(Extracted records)
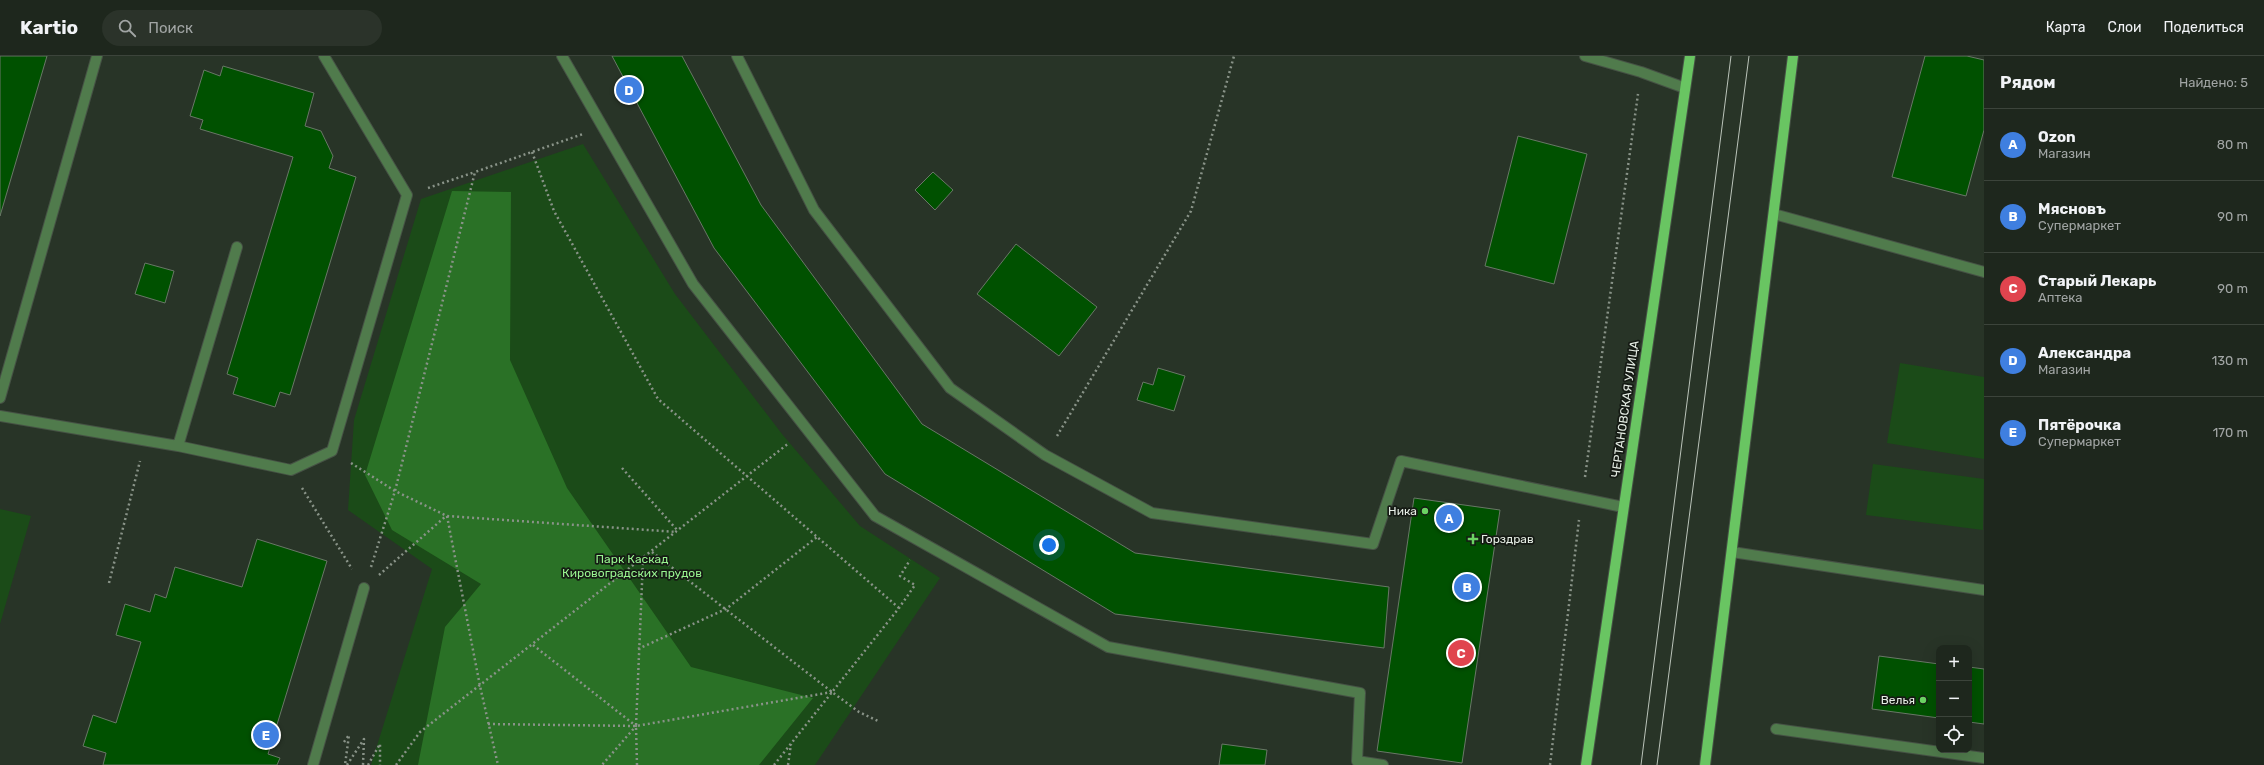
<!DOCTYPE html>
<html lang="ru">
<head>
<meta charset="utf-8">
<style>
  body { margin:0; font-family:Rubik,sans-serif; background:#2b332a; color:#f1f3f6 }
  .controls { position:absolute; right:12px; bottom:12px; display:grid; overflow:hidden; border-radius:8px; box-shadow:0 4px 16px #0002 }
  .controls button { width:36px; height:36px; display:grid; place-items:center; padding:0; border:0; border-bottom:1px solid #3c443b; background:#1e271d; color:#f1f3f6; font:20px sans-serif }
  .you { position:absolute; left:1049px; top:489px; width:14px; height:14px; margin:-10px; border:3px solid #fff; border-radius:50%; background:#1a73e8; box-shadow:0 0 0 6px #1a73e833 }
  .badge { display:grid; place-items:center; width:26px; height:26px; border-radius:50%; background:#bca0f2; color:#fff; font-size:13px; font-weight:700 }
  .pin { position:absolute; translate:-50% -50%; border:2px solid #fff; box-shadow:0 1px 4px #0006 }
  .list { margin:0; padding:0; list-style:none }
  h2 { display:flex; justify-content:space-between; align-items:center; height:52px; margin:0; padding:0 16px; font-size:17px }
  h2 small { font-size:13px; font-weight:400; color:#a1a5a4 }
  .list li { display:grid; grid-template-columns:26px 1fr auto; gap:12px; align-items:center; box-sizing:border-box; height:72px; padding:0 16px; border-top:1px solid #3c443b }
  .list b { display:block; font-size:15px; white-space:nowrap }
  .list p { margin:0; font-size:13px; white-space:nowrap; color:#a1a5a4 }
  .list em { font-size:13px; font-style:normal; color:#a1a5a4 }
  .icon { flex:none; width:22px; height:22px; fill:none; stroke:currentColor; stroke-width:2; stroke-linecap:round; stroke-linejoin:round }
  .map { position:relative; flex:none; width:1984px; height:709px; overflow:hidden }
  header { display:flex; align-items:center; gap:24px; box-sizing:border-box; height:56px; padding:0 20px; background:#1e271d; border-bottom:1px solid #3c443b }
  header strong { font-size:19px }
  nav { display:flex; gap:22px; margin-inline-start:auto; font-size:14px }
  .search { width:280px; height:36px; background:#2b332a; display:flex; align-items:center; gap:10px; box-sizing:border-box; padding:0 14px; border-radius:22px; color:#a1a5a4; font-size:15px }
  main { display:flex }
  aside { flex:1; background:#1e271d }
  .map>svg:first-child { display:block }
</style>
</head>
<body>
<header>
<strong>Kartio</strong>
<div class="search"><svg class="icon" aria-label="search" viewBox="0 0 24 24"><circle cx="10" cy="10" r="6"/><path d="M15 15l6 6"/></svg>Поиск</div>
<nav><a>Карта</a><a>Слои</a><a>Поделиться</a></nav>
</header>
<main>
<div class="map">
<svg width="1984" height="709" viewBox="0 0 1984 709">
  <rect width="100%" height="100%" fill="#283427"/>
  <path fill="#1b4b18" d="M583,88L675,238L782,378L860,470L940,522L815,709H371L432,513L348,454L354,364L421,143Z
    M1900,307L1984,321V403L1887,387Z
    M1873,408L1984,423L1983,474L1866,459Z
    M0,453L31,460L0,568Z"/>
  <path fill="#2a7126" d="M452,135L511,136L510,304L567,432L691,611L813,642L759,709H418L445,571L481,528L392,474L365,419Z"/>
  <path fill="#005100" stroke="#697767" d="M0,0H47L0,160Z
    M612,0H682L761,149L922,368L1135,497L1389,531L1384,592L1115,558L885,418L714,192Z
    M1925,0H1967L1984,4V74L1966,140L1892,121Z
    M223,10L314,37L305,70L321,75L333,100L329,112L356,121L290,339L280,336L275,351L233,338L238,322L227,318L293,101L200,73L203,64L190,60L204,14L220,20Z
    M1518,80L1587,98L1554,228L1485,210Z
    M933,116L953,134L935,154L915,134Z
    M1016,188L1097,251L1059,300L977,238Z
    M145,207L174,215L165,247L135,238Z
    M1158,312L1185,320L1174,355L1137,344L1143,326L1153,329Z
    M1414,442L1500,454L1462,707L1377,695Z
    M257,483L327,505L268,698L280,702L277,709H103L106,697L83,690L93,659L116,667L141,586L116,579L125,548L150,556L155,538L166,542L175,511L242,531Z
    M1879,600L1939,608V662L1872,653Z
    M1969,611L1984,613V668L1969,666Z
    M1222,688L1267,694L1265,709H1219Z"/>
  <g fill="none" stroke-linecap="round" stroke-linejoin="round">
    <g stroke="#465245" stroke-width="12">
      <path id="minor" d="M562,0L693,228L875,460L1108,591L1360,637L1357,705L1383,709
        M737,0L814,154L950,332L1045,399L1152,457L1373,488L1401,405L1623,451
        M1585,0L1641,16L1685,32
        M1774,158L1984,216
        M0,342L97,0
        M0,360L178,390L291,414L332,395L407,139L324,0
        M178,390L237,191
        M1732,496L1984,534
        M1776,673L1984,702
        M313,709L364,532"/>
    </g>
    <g stroke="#465245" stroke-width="12">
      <path id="major" d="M1586,709L1690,0
        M1705,709L1793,0"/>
    </g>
    <path stroke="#899388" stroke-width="2.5" stroke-dasharray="2 3" stroke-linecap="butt" d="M532,96L554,155L658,343L899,552
      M428,132L475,116
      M1057,380L1191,155L1234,0
      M351,407L395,435L447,460L677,476
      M622,412L678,475
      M1585,421L1638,38
      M302,432L352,513
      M447,460L480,630L498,709
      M652,496L832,636L859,656L878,665
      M371,511L395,435L475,116L583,78
      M379,519L446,460
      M109,527L140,405
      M533,589L636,670L602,709
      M638,593L726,553L817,481
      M488,668L636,670L832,636
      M344,686L349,679L345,709
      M347,709L364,683L363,709
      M368,709L380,688V709
      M396,709L420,676L789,387
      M637,709L636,670L643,504
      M774,709L899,552L915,529L900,520L910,504
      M788,709L791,688
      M1550,709L1579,464"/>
    <use href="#minor" stroke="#507b4c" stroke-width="10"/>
    <use href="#major" stroke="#69c562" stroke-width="10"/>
    <path stroke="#bbc4ba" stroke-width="1" d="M1641,709L1731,0
      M1657,709L1749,0"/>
  </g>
  <g fill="#6bd363" stroke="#151a14" stroke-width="1.5">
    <circle cx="1425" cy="455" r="4"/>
    <path d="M1471 477h4v4h4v4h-4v4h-4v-4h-4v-4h4z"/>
    <circle cx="1923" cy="644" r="4"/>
  </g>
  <g text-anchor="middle" stroke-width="3.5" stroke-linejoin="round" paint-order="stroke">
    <g font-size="12" fill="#e6eee5" stroke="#151a14">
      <text transform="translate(1625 353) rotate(-82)" y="4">ЧЕРТАНОВСКАЯ УЛИЦА</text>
    </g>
    <g font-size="12" fill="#e6eee5" stroke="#151a14" text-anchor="end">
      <text x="1417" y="459">Ника</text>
      <text x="1481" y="487" text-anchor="start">Горздрав</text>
      <text x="1915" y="648">Велья</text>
    </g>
    <g font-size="12" fill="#99f590" stroke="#151a14">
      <text x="632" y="507">Парк Каскад<tspan x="632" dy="14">Кировоградских прудов</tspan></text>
    </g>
  </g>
</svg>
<div class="controls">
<button>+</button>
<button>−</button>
<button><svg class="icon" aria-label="locate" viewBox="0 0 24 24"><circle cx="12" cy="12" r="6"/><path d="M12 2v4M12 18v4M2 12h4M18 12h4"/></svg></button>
</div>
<div class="you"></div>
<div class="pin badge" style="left:1449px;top:462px;background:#3f7fe0">A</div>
<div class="pin badge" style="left:1467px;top:531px;background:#3f7fe0">B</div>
<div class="pin badge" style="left:1461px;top:597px;background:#e0444e">C</div>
<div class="pin badge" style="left:629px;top:34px;background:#3f7fe0">D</div>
<div class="pin badge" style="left:266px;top:679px;background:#3f7fe0">E</div>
</div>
<aside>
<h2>Рядом<small>Найдено: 5</small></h2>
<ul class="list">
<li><span class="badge" style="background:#3f7fe0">A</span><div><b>Ozon</b><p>Магазин</p></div><em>80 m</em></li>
<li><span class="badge" style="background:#3f7fe0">B</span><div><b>Мясновъ</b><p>Супермаркет</p></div><em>90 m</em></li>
<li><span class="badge" style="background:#e0444e">C</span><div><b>Старый Лекарь</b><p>Аптека</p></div><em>90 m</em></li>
<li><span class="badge" style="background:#3f7fe0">D</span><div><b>Александра</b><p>Магазин</p></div><em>130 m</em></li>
<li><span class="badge" style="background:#3f7fe0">E</span><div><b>Пятёрочка</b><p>Супермаркет</p></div><em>170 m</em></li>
</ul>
</aside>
</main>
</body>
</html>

**Required action**
Pictures stay out. Transcribe the lines from the start of the entries above through the line with "flex:none; width:22px; height:22px;", exactly.

**Solution to this task**
<!DOCTYPE html>
<html lang="ru">
<head>
<meta charset="utf-8">
<style>
  body { margin:0; font-family:Rubik,sans-serif; background:#2b332a; color:#f1f3f6 }
  .controls { position:absolute; right:12px; bottom:12px; display:grid; overflow:hidden; border-radius:8px; box-shadow:0 4px 16px #0002 }
  .controls button { width:36px; height:36px; display:grid; place-items:center; padding:0; border:0; border-bottom:1px solid #3c443b; background:#1e271d; color:#f1f3f6; font:20px sans-serif }
  .you { position:absolute; left:1049px; top:489px; width:14px; height:14px; margin:-10px; border:3px solid #fff; border-radius:50%; background:#1a73e8; box-shadow:0 0 0 6px #1a73e833 }
  .badge { display:grid; place-items:center; width:26px; height:26px; border-radius:50%; background:#bca0f2; color:#fff; font-size:13px; font-weight:700 }
  .pin { position:absolute; translate:-50% -50%; border:2px solid #fff; box-shadow:0 1px 4px #0006 }
  .list { margin:0; padding:0; list-style:none }
  h2 { display:flex; justify-content:space-between; align-items:center; height:52px; margin:0; padding:0 16px; font-size:17px }
  h2 small { font-size:13px; font-weight:400; color:#a1a5a4 }
  .list li { display:grid; grid-template-columns:26px 1fr auto; gap:12px; align-items:center; box-sizing:border-box; height:72px; padding:0 16px; border-top:1px solid #3c443b }
  .list b { display:block; font-size:15px; white-space:nowrap }
  .list p { margin:0; font-size:13px; white-space:nowrap; color:#a1a5a4 }
  .list em { font-size:13px; font-style:normal; color:#a1a5a4 }
  .icon { flex:none; width:22px; height:22px; fill:none; stroke:currentColor; stroke-width:2; stroke-linecap:round; stroke-linejoin:round }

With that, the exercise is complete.